The Westfield Group has several opportunities of which it can take advantage. The market in the United States still has significant room for growth. Westfield has only slightly more capacity in the U.S. than it does in Australia, which indicates substantial growth potential in that market. Moreover, it has access to capital that U.S. retail property developers may not have at present, due to the credit crunch in the U.S. Thus, Westfield's international scope and ability to raise capital in the relatively stable Australian market provides it with the opportunity to move on U.S. competitors whose growth may be stifled by the current economic situation in that country. For example, the company expects to raise $2 billion in the next couple of years as a result of reinstituting its dividend reinvestment plan.
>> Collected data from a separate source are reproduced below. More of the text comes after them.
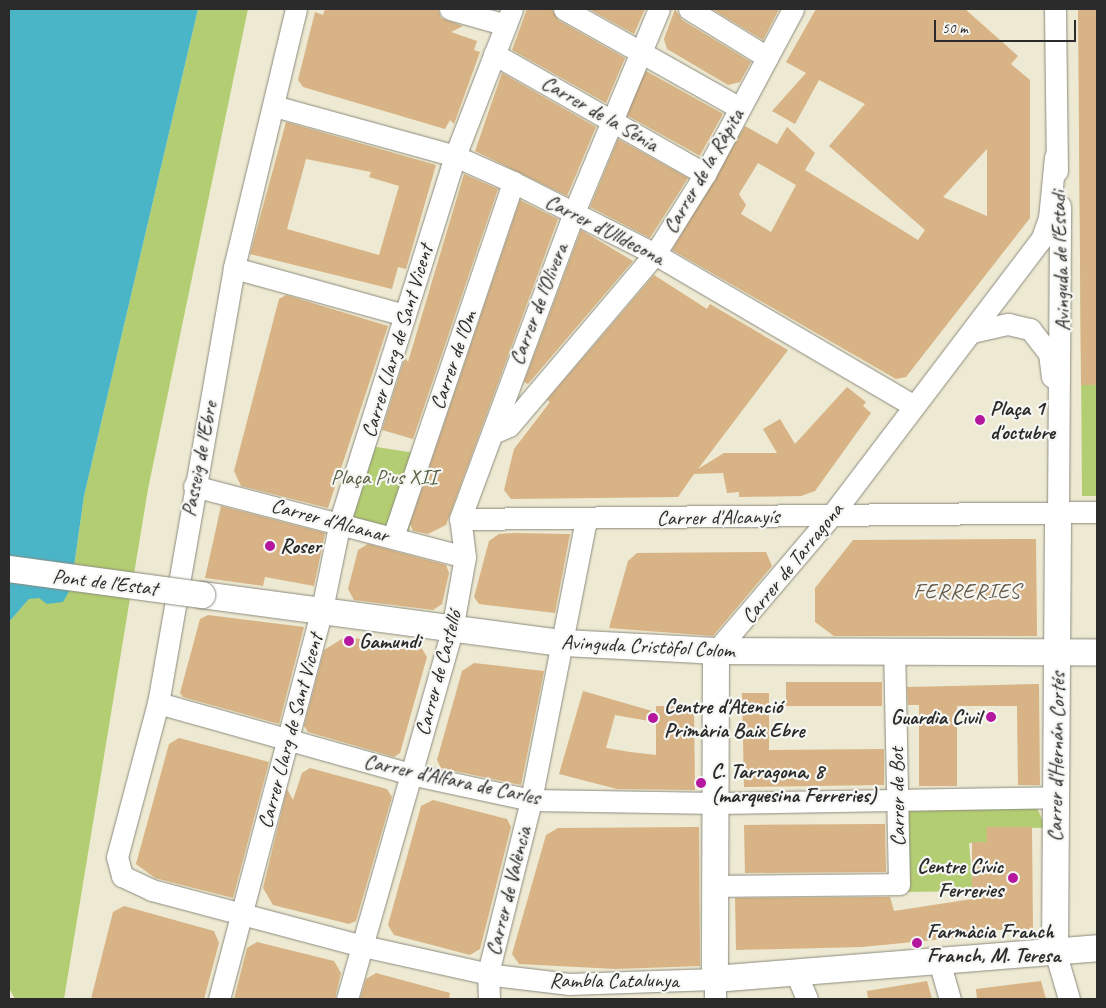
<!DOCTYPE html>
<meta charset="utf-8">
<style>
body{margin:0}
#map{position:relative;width:1106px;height:1008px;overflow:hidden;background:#ede9d2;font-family:Caveat,sans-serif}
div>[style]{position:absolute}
.green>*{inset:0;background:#b3cd72;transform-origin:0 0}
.water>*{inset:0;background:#4bb5c8}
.building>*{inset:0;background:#d7b385;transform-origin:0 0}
.roads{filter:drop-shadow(0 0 1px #8c8a7e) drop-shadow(0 0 1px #8c8a7e)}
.minor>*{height:21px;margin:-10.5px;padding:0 10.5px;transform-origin:10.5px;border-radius:10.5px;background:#fff}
.tertiary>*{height:26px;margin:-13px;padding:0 13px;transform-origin:13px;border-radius:13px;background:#fff}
.bridges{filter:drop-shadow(0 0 1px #8c8a7e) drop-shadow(0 0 1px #8c8a7e)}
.tertiary-bridge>*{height:26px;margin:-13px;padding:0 13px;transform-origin:13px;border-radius:13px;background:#fff}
.dots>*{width:14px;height:14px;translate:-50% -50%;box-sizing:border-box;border:2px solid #f6f6f2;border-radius:50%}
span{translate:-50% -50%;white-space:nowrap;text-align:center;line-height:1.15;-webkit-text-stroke:4.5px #f6f6f2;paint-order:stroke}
.street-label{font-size:21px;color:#2b2b2b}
.poi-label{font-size:21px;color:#2b2b2b;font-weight:700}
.left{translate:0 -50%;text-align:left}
.right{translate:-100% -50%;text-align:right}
.park-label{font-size:21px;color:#545c40}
.neighbourhood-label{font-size:22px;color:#675b4a;letter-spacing:1px}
.frame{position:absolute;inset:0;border:10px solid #2b2b2b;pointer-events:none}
.scale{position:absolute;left:934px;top:20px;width:142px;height:22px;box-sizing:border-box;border:2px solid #2b2b2b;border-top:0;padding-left:6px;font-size:15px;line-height:18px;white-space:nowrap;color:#2b2b2b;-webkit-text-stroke:4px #f6f6f2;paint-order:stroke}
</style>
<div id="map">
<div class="green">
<div style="clip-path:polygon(198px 9px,248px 9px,148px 489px,64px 999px,15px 999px,9px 988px,9px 622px,29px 599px,71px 588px,84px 496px)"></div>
<div style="clip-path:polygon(1079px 92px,1097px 92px,1097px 496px,1082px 496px)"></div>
<div style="left:364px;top:445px;width:58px;height:80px;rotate:9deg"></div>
<div style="clip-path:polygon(906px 806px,1037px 808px,1046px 828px,993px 827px,993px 843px,969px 843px,973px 891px,905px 892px)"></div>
</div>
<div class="water">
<div style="clip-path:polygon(9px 9px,198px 9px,84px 496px,71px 588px,63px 602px,47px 604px,39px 598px,29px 599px,9px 622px)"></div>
</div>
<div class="building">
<div style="clip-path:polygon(325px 9px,438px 9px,441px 18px,463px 26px,451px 32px,477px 41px,474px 50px,480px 52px,454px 124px,450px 120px,445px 129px,303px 87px,298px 80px,315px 12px,323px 15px)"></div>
<div style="clip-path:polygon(527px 9px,552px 9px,558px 20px,625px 58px,606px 103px,512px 50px)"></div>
<div style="clip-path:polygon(589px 9px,645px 9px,634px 34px)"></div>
<div style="clip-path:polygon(675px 9px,682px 20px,751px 62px,740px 82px,728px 85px,667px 49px,664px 39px)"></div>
<div style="clip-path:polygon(712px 9px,779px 9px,763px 40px)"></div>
<div style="clip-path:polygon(evenodd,816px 9px,965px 9px,1018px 56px,1011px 64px,1030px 80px,1030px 218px,906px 377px,896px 379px,672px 250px,745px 126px,777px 144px,787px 127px,815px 153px,805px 170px,918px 240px,925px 230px,829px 146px,865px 104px,819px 80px,795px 124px,772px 111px,806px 73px,786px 62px,816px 9px,987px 149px,987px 216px,943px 197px,987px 149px,816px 9px,758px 163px,796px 185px,771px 232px,741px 214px,746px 205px,739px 194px,758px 163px)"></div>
<div style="clip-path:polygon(1078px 9px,1097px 9px,1097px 385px,1081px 385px)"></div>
<div style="left:646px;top:71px;width:88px;height:48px;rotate:29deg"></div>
<div style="clip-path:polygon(502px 73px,596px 127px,567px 196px,475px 151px)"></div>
<div style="clip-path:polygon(evenodd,286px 122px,436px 165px,406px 269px,398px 267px,392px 289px,250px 254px,286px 122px,306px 159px,371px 172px,369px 177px,399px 186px,379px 255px,287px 229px,306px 159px)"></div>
<div style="clip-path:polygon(618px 139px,688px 178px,650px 238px,590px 207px)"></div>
<div style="clip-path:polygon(464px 174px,498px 189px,413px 439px,382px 430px,405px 357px,408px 362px)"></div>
<div style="clip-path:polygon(520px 200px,558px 219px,446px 525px,428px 534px,413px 531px,410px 524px)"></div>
<div style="clip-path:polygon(581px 230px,633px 261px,528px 384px,524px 382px)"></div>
<div style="clip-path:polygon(654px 275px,707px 309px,710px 304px,788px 350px,698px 469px,724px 453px,777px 453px,763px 429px,780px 419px,795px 444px,847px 387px,866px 402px,863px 406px,871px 413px,815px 491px,801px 496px,739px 497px,739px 492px,727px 493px,723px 473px,694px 474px,678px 497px,511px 499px,504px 490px,514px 449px,550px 402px,547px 400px)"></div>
<div style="clip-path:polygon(286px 295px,388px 326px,328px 508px,241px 486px,234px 471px,279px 299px)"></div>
<div style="clip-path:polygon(221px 506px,325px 533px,314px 586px,265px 577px,263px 586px,205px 578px)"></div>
<div style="clip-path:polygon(515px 533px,570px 534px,555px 613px,479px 604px,474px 597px,489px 541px,499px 534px)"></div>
<div style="clip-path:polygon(1036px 539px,1037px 636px,834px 636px,815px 622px,815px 588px,853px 540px)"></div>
<div style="clip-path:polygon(368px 544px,446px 565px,449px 573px,442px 604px,433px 610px,354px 600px,348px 589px,358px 550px)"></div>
<div style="clip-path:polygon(766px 552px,772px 566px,713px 636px,609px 628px,628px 561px,637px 553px)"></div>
<div style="clip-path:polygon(208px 615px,304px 627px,279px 724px,183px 697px,180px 693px,200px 619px)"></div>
<div style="clip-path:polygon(345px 637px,421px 647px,427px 657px,400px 753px,394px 757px,308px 732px,304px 726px,324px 650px)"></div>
<div style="clip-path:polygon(474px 663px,544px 671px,521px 785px,441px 768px,437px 760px,462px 671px)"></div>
<div style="left:786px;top:682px;width:96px;height:24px"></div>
<div style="clip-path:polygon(1039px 684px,1040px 785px,1018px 785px,1017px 706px,957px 706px,957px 786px,919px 786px,919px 705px,908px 705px,907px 687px)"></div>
<div style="clip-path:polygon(583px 691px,652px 711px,649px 721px,615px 715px,606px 748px,630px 752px,656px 755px,656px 706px,694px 706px,695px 790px,617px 789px,559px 774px)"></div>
<div style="clip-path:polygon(742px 693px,769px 693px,769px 750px,884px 749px,884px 785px,744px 787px)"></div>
<div style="clip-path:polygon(179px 738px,269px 762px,233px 898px,155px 878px,136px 864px,169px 744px)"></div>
<div style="clip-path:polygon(310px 768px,387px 789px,392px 797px,356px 921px,349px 924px,273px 905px,263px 888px,287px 789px,293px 800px,302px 773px)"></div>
<div style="clip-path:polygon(433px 800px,507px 819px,511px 827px,480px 949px,470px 955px,394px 935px,388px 925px,421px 806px)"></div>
<div style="clip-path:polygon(880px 824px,885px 824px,886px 872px,745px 873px,744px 825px)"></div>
<div style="clip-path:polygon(699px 827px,700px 966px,616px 969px,519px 964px,512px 954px,546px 835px,558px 828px)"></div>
<div style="clip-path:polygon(986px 827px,1032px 827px,1033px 929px,995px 930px,995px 934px,862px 947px,736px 950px,735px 898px,890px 897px,894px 911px,972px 899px,972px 842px,987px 842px)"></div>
<div style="clip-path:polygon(124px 906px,214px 931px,219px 943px,204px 999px,91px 999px,113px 912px)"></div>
<div style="clip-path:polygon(257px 942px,334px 961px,341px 973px,335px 999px,234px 999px,247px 948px)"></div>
<div style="clip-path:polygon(376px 973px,450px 993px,449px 999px,360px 999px,366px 979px)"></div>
<div style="clip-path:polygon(927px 981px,932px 999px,868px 999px,867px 991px)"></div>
<div style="clip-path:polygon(1041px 981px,1046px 999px,977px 999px,976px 989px)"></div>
</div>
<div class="roads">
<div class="minor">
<div style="left:296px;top:9px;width:266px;rotate:103.5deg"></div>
<div style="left:234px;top:268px;width:442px;rotate:99.9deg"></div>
<div style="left:158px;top:703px;width:159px;rotate:104.9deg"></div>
<div style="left:117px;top:857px;width:20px;rotate:75deg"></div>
<div style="left:122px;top:876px;width:33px;rotate:25deg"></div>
<div style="left:152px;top:890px;width:218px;rotate:14.9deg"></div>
<div style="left:363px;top:946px;width:134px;rotate:12.5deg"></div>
<div style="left:494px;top:975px;width:76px;rotate:6.8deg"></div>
<div style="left:569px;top:984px;width:146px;rotate:-2deg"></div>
<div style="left:715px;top:979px;width:20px;rotate:90deg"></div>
<div style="left:450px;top:9px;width:58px;rotate:15.9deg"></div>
<div style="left:564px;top:9px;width:202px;rotate:29.4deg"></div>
<div style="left:689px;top:9px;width:92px;rotate:31.6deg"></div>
<div style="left:1055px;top:9px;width:162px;rotate:89.3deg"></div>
<div style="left:494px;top:54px;width:243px;rotate:29.6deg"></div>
<div style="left:274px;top:106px;width:188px;rotate:15.4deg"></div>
<div style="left:455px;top:156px;width:64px;rotate:24.1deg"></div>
<div style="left:513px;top:182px;width:159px;rotate:26.9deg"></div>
<div style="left:655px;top:254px;width:300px;rotate:30.4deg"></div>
<div style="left:234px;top:268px;width:177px;rotate:15.4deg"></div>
<div style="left:972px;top:332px;width:37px;rotate:-13deg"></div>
<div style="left:1008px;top:324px;width:23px;rotate:13deg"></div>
<div style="left:1030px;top:329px;width:31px;rotate:52deg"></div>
<div style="left:1049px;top:353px;width:24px;rotate:83deg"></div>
<div style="left:495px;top:432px;width:15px;rotate:-23deg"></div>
<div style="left:509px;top:426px;width:226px;rotate:-49.7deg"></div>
<div style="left:655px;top:254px;width:94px;rotate:-58deg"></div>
<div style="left:705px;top:174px;width:187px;rotate:-61.9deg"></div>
<div style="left:194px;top:486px;width:280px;rotate:14.7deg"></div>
<div style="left:1058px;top:513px;width:307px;rotate:-89.6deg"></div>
<div style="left:460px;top:519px;width:637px;rotate:-0.63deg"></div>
<div style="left:460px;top:519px;width:327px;rotate:-69.6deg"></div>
<div style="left:574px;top:212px;width:220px;rotate:-67.3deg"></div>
<div style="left:393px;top:537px;width:375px;rotate:-71.3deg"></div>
<div style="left:716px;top:651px;width:177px;rotate:-49.6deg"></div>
<div style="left:831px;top:516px;width:349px;rotate:-52.8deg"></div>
<div style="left:1042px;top:238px;width:21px;rotate:-71deg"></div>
<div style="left:1049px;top:218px;width:61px;rotate:-84.4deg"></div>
<div style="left:158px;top:703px;width:262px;rotate:15.7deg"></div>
<div style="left:410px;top:774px;width:124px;rotate:12.1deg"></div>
<div style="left:531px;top:800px;width:188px;rotate:0.9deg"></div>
<div style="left:719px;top:803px;width:335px;rotate:-1deg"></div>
<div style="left:717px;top:886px;width:182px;rotate:-0.6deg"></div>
<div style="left:899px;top:884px;width:234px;rotate:-91.2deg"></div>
<div style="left:1055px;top:951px;width:50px;rotate:73.7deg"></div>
<div style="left:939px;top:961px;width:40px;rotate:74deg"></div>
<div style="left:796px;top:973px;width:28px;rotate:67deg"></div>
<div style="left:219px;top:999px;width:403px;rotate:-75.2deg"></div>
<div style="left:322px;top:609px;width:90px;rotate:-78.4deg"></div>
<div style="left:340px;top:521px;width:383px;rotate:-72.5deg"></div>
<div style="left:455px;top:156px;width:158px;rotate:-68.8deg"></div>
<div style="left:347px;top:999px;width:384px;rotate:-74.1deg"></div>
<div style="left:452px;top:630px;width:74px;rotate:-79.9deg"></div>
<div style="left:465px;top:557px;width:38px;rotate:-97deg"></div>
<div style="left:489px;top:999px;width:26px;rotate:-92deg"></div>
<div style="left:488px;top:973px;width:178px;rotate:-76deg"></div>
<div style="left:531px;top:800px;width:286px;rotate:-78.9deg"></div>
</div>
<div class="tertiary">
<div style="left:202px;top:595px;width:365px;rotate:7.6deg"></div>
<div style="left:564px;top:643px;width:152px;rotate:3deg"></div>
<div style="left:716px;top:651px;width:381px;rotate:0.2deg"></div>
<div style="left:716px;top:651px;width:328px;rotate:90.2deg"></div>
<div style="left:715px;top:979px;width:383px;rotate:-4.6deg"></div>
<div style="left:1055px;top:951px;width:438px;rotate:-89.6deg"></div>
</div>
</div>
<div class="bridges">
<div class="tertiary-bridge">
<div style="left:9px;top:569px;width:195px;rotate:7.7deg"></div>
</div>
</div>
<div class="dots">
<div style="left:980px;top:420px;background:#b5179e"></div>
<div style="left:270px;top:546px;background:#b5179e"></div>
<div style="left:349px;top:641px;background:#b5179e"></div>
<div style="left:991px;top:717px;background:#b5179e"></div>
<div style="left:653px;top:718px;background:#b5179e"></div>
<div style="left:701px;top:783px;background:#b5179e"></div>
<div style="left:1013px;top:878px;background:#b5179e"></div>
<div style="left:917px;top:943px;background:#b5179e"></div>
</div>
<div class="street-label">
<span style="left:600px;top:113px;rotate:30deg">Carrer de la Sénia</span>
<span style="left:703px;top:171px;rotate:-60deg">Carrer de la Ràpita</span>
<span style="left:605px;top:229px;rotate:27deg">Carrer d'Ulldecona</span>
<span style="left:1060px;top:261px;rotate:-92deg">Avinguda de l'Estadi</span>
<span style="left:538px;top:304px;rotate:-69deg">Carrer de l'Olivera</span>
<span style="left:397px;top:341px;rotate:-73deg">Carrer Llarg de Sant Vicent</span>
<span style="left:453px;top:360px;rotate:-71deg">Carrer de l'Om</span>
<span style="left:199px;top:459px;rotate:-79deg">Passeig de l'Ebre</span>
<span style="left:718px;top:517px;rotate:-1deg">Carrer d'Alcanyís</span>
<span style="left:330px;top:520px;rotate:15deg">Carrer d'Alcanar</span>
<span style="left:792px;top:563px;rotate:-51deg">Carrer de Tarragona</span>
<span style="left:105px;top:582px;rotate:7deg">Pont de l'Estat</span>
<span style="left:648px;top:646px;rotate:3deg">Avinguda Cristòfol Colom</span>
<span style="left:438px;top:673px;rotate:-75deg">Carrer de Castelló</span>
<span style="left:290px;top:731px;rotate:-75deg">Carrer Llarg de Sant Vicent</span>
<span style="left:1056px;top:757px;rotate:-89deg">Carrer d'Hernán Cortés</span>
<span style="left:452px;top:779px;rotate:12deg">Carrer d'Alfara de Carles</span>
<span style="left:897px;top:797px;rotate:-91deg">Carrer de Bot</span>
<span style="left:508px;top:891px;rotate:-76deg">Carrer de València</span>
<span style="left:614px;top:980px">Rambla Catalunya</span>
</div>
<div class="poi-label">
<span class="left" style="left:990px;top:420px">Plaça 1<br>d'octubre</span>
<span class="left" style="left:280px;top:546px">Roser</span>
<span class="left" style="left:359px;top:641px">Gamundi</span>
<span class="left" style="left:664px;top:718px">Centre d'Atenció<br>Primària Baix Ebre</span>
<span class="right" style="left:981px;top:717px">Guardia Civil</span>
<span class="left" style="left:711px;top:783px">C. Tarragona, 8<br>(marquesina Ferreries)</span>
<span class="right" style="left:1003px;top:878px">Centre Cívic<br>Ferreries</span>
<span class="left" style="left:927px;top:943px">Farmàcia Franch<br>Franch, M. Teresa</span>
</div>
<div class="park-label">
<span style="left:384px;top:477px">Plaça Pius XII</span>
</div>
<div class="neighbourhood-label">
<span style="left:967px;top:592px">FERRERIES</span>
</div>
<div class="frame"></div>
<div class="scale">50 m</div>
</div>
Another key opportunity for Westfield is the Asia-Pacific market. Outside of Japan, Western-style shopping centers are a relatively new concept. Yet, the burgeoning economies of the region have given rise to a substantial middle class. Western-style suburbs have even begun to emerge in larger centers, such as Shanghai and Bangkok. There has been significant contact between Australia's business community and many of these countries in recent decades, so such a move would not at all be without precedent. Furthermore, the growth prospects in the region appear strong, and the Asian economies provide an additional level of diversification for Westfield.
A third potential opportunity is a move to other real estate markets, such as commercial/light industrial. Such a move could take place in Australia or the United States and leverage many of Westfield's existing competitive advantages and core competencies. Such a move would not be without risk, but would provide an additional level of diversification to the firm's earnings.
Westfield's strengths have allowed their revenues and profits to be relatively stable despite a substantial number of threats in the external environment. Chief among those threats is the economy, in particular in the U.S. And in Australia. The economies of these countries can impact Westfield in a number of different ways. Because Westfield's customers are retail outlets, the company is subject to demand fluctuations that are tied to consumer spending. Consumer spending in turn is affected by a wide range of economic variables. These include consumer confidence, interest rates and inflation. Reduced consumer confidence will lower purchases, which in turn will reduce profitability for retailers. This will lower the demand for retail spaces. Interest rates and inflation can not only affect consumer demand but can also affect the value of the rents earned by Westfield. Remember that Westfield's tenants typically sign long-term leases. A strong upward shift in inflation or interest rates will reduce the future value of those cash flows.